I usually take the highest level classes any given resort offers. What does this mean? Small classes, usually just a couple of folks, and sometimes just me! (cheap private lesson!) The instructors often seem to have fun showing us their favorite spots on the mountain, and we get a nice grand tour of the best the mountains have to offer. It always seems like the instructors themselves have more fun with these classes, which in turn makes us have more fun. To me, it's always been an easy way to ski with a group of the same skill level, while getting great coaching along the way. I've made new friends, met some great folks, and for me, it's infinitely enhanced my skiing experience. I love that my skiing improves quite noticeably with every trip I take, and thankfully have yet to see much of a plateau in my skill level, thanks to all of the great instruction I've received.

 

Are you skiing with a bunch of friends/family who stink, and you're in the mood to charge the steeps/trees/bumps/etc? Ditch them for just a couple hours, and take a class! You'll get to meet back up with everyone for lunch. ;)

post #540 of 571
Quote:
Originally Posted by Skise View Post


It really dawned me how much lessons are a "beginners only" thing when I went to get a lesson ex tempore in a strange resort. I'm there at their office with boots and helmet on and ask if there happens to be a possibility for a private lesson in a few hours. First question: "Have you skied before?" I can kind of understand that, maybe I came, put my gear on and noticed that it isn't as easy as it looks on tv or youtube and these wide stiff things don't work the same way xc skis do. I answered that I'm a decent skier. The next question was: "So you can do a snowplow turn in both directions?"

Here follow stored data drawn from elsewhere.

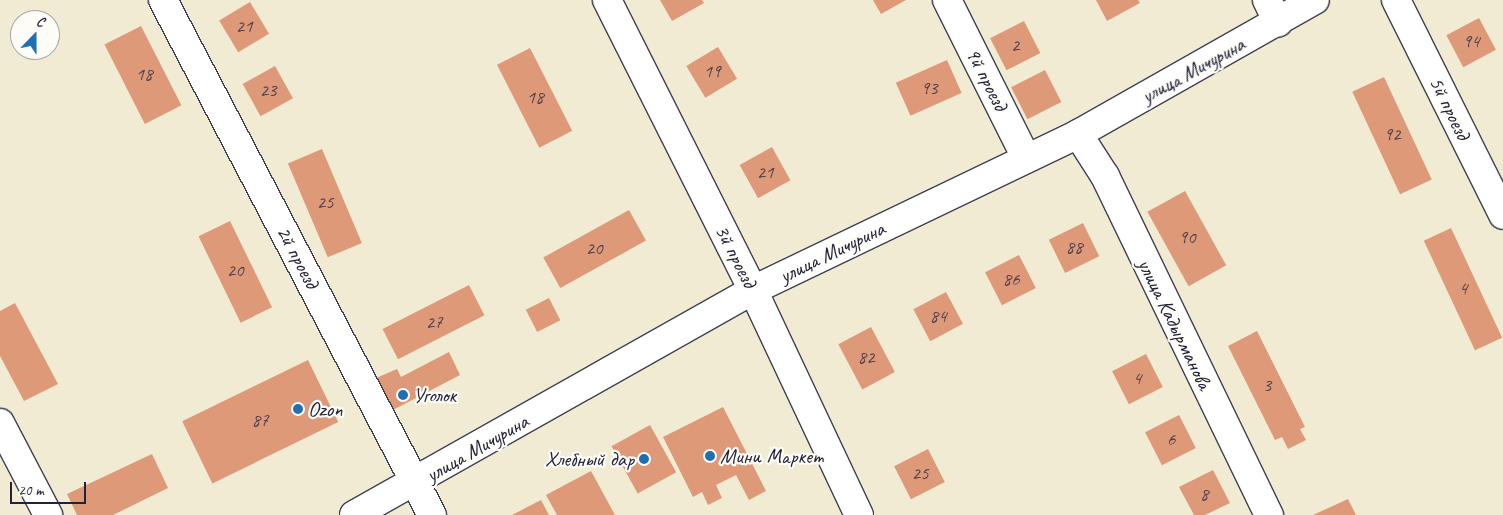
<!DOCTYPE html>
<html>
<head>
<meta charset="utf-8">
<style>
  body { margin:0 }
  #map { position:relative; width:1503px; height:515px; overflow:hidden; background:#f0ebd2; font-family:Caveat,sans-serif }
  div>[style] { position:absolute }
  .building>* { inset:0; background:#de9979; transform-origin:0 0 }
  .roads { filter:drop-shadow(1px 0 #414052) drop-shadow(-1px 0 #414052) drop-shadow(0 1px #414052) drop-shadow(0 -1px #414052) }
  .minor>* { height:28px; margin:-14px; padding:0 14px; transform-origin:14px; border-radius:14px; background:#fff }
  .major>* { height:28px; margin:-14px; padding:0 14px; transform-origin:14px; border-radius:14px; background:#fff }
  .dots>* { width:14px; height:14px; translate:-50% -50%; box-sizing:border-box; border:2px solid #fdfcf7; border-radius:50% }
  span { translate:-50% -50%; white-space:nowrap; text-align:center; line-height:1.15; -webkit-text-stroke:4.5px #fdfcf7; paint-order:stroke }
  .number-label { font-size:19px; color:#51404a }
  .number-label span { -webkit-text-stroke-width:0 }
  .street-label { font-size:21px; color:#22223b }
  .poi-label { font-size:21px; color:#22223b }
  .left { translate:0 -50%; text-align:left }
  .right { translate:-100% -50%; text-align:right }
  .north { position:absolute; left:10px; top:10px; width:50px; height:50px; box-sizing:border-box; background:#fdfcf7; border:1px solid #a5a5ac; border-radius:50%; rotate:22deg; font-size:14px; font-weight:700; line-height:20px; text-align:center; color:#22223b }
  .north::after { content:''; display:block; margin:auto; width:18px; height:22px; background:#1f6fb2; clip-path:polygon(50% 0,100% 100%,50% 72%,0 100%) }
  .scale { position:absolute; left:10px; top:482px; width:76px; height:22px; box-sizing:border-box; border:2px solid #22223b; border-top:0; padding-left:6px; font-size:15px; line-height:18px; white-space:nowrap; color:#22223b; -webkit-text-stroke:4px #fdfcf7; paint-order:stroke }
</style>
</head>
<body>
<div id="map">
  <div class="building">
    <i style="clip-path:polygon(660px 0,702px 0,704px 3px,672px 21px)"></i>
    <i style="clip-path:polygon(873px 0,906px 0,881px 14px)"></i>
    <i style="clip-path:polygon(1096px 0,1138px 0,1140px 3px,1107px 21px)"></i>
    <i style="left:250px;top:2px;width:37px;height:36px;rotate:59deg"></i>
    <i style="left:1479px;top:18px;width:36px;height:37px;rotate:62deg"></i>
    <i style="left:1024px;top:21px;width:36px;height:38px;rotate:63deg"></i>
    <i style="left:141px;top:26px;width:89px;height:41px;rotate:63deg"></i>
    <i style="left:718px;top:47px;width:37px;height:37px;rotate:59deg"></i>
    <i style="left:530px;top:48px;width:93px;height:37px;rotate:63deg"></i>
    <i style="left:947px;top:60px;width:36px;height:56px;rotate:66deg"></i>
    <i style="left:275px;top:66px;width:37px;height:37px;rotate:61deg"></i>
    <i style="left:1045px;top:70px;width:36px;height:38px;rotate:63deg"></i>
    <i style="left:1384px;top:77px;width:113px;height:35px;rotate:65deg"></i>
    <i style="left:772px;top:147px;width:38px;height:37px;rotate:61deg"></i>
    <i style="left:322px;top:149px;width:102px;height:37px;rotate:67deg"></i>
    <i style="left:1185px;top:191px;width:85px;height:43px;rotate:61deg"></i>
    <i style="left:629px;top:210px;width:35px;height:98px;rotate:61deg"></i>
    <i style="left:230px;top:221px;width:96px;height:35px;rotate:64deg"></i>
    <i style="left:1083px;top:223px;width:37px;height:38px;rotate:64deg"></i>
    <i style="left:1451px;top:228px;width:121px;height:30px;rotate:65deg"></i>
    <i style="left:1019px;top:255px;width:37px;height:38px;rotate:63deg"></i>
    <i style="left:469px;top:285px;width:34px;height:97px;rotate:63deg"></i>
    <i style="left:946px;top:292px;width:36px;height:37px;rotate:62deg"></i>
    <i style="left:549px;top:298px;width:25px;height:26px;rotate:63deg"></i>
    <i style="clip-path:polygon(15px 303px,58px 384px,24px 401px,0 356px,0 311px)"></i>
    <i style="left:871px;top:327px;width:51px;height:37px;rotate:62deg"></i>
    <i style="clip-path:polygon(1257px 331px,1305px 427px,1300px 429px,1306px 440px,1288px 449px,1282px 437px,1275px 440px,1228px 346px)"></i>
    <i style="clip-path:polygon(449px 352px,460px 375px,391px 411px,376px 378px,397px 369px,401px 377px)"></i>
    <i style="left:1146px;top:354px;width:37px;height:38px;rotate:63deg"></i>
    <i style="left:308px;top:360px;width:69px;height:140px;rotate:64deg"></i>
    <i style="clip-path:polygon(723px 407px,766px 491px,749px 500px,736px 475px,716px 485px,722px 498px,708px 505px,702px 492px,693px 497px,663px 437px)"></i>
    <i style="left:1179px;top:415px;width:37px;height:38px;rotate:63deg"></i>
    <i style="left:650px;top:425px;width:54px;height:44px;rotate:61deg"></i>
    <i style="left:928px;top:449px;width:37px;height:38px;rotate:63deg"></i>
    <i style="clip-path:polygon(152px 454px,168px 488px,113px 515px,77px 515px,67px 494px)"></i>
    <i style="clip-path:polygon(1213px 470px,1230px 503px,1205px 515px,1194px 515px,1179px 487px)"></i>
    <i style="clip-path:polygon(591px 471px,615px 515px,557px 515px,546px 495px)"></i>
    <i style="clip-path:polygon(1348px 499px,1356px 515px,1313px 515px)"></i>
    <i style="clip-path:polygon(541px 500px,549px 515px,512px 515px)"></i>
  </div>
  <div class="roads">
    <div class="minor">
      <i style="left:163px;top:0;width:581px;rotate:62.42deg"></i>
      <i style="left:607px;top:0;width:325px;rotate:63.3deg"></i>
      <i style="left:753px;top:290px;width:249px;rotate:64.8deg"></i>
      <i style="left:947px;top:0;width:177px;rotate:63.4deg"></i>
      <i style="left:1267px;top:0;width:25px;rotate:64deg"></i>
      <i style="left:1396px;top:0;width:240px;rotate:63.5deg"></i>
      <i style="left:1078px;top:134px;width:50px;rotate:57.3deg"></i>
      <i style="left:1105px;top:176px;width:377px;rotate:64.2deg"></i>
      <i style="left:0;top:423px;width:104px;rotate:62.4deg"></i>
    </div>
    <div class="major">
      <i style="left:354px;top:515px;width:458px;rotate:-29.4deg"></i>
      <i style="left:753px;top:290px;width:361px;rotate:-25.6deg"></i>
      <i style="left:1078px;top:134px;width:272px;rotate:-29.5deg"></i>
    </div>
  </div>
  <div class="dots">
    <i style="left:403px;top:395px;background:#1f6fb2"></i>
    <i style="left:298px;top:409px;background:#1f6fb2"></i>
    <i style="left:710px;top:456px;background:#1f6fb2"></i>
    <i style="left:644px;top:459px;background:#1f6fb2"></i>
  </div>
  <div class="number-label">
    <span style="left:244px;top:27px">21</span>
    <span style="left:1471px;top:42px">94</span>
    <span style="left:1015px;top:46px">2</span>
    <span style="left:712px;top:72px">19</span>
    <span style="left:144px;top:75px">18</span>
    <span style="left:929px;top:89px">93</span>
    <span style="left:268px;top:91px">23</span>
    <span style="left:535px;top:98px">18</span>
    <span style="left:1392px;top:135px">92</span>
    <span style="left:765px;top:173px">21</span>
    <span style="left:325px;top:203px">25</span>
    <span style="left:1187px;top:238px">90</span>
    <span style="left:1074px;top:248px">88</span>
    <span style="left:594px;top:249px">20</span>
    <span style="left:235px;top:271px">20</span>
    <span style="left:1011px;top:280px">86</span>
    <span style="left:1463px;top:289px">4</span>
    <span style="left:938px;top:317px">84</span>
    <span style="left:434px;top:323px">27</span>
    <span style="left:866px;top:358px">82</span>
    <span style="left:1137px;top:379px">4</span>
    <span style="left:1267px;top:386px">3</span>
    <span style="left:260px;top:421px">87</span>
    <span style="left:1171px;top:440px">6</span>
    <span style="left:920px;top:474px">25</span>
    <span style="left:1204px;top:495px">8</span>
  </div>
  <div class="street-label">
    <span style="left:1193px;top:70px;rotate:-29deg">улица Мичурина</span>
    <span style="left:987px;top:79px;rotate:63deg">9й проезд</span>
    <span style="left:1450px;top:108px;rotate:64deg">5й проезд</span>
    <span style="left:832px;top:252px;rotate:-26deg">улица Мичурина</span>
    <span style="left:736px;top:256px;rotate:63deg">3й проезд</span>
    <span style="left:298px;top:257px;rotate:62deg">2й проезд</span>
    <span style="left:1175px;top:324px;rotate:64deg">улица Кадырманова</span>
    <span style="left:477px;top:448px;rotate:-30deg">улица Мичурина</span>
  </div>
  <div class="poi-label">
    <span class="left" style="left:413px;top:395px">Уголок</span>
    <span class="left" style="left:308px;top:409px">Ozon</span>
    <span class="left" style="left:720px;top:456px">Мини Маркет</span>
    <span class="right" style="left:634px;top:459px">Хлебный дар</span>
  </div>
  <div class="north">С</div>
  <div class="scale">20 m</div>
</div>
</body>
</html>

There is definitely a pyramid of instruction, with the majority being at level 1 and tapering off radically above a level 3. I teach mostly level 3-4 skiers in walk-ins; it's rare to get a level 5 or 6 class with more than 2 students. Even at the 3-4 levels we get maybe 3 students on average.

 

The questions asked of clients to sign them up however, are usually a progression from "Have you skied before?" upward. Rather than asking what level a skier is at, a set of questions is used to sort upward until you fit the client into the appropriate group.